**Records from a data collection**
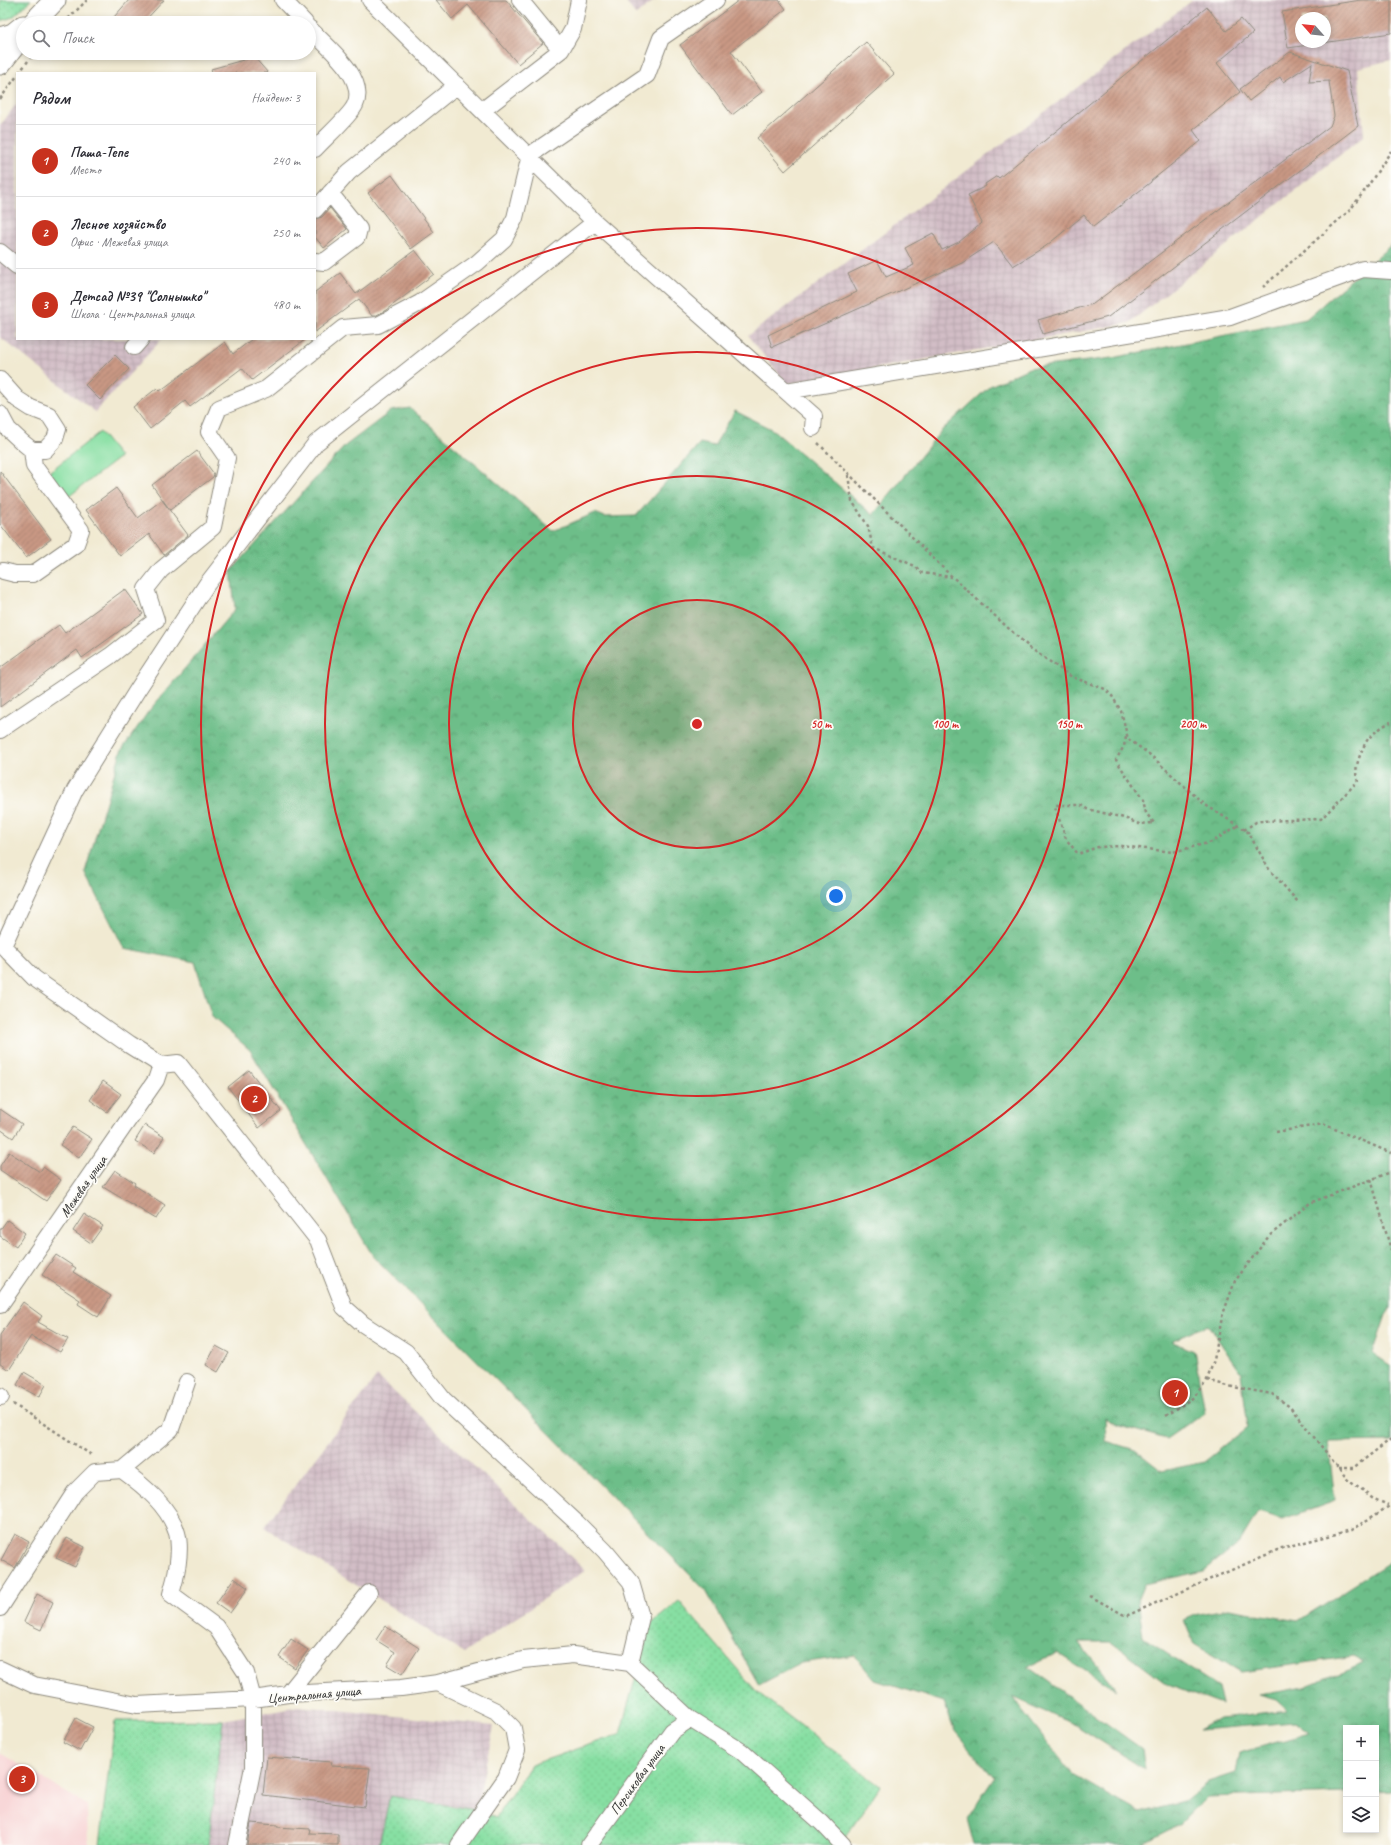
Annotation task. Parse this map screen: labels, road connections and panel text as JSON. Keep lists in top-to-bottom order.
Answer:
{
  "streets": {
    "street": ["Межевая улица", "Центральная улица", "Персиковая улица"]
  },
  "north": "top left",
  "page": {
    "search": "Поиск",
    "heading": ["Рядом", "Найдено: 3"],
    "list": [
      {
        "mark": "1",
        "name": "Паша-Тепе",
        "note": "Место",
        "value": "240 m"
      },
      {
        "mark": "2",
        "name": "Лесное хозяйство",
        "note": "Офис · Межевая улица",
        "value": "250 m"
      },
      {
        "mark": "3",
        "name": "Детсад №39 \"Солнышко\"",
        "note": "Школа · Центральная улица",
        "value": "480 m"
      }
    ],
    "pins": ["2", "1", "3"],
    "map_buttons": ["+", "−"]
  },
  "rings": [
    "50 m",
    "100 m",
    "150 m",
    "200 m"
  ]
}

**Task instructions**
Could you print all of the entries exactly, skipping the images?

**Task answer**
Annotation task. Parse this map screen: labels, road connections and panel text as JSON. Keep lists in top-to-bottom order.
Answer:
{
  "streets": {
    "street": ["Межевая улица", "Центральная улица", "Персиковая улица"]
  },
  "north": "top left",
  "page": {
    "search": "Поиск",
    "heading": ["Рядом", "Найдено: 3"],
    "list": [
      {
        "mark": "1",
        "name": "Паша-Тепе",
        "note": "Место",
        "value": "240 m"
      },
      {
        "mark": "2",
        "name": "Лесное хозяйство",
        "note": "Офис · Межевая улица",
        "value": "250 m"
      },
      {
        "mark": "3",
        "name": "Детсад №39 \"Солнышко\"",
        "note": "Школа · Центральная улица",
        "value": "480 m"
      }
    ],
    "pins": ["2", "1", "3"],
    "map_buttons": ["+", "−"]
  },
  "rings": [
    "50 m",
    "100 m",
    "150 m",
    "200 m"
  ]
}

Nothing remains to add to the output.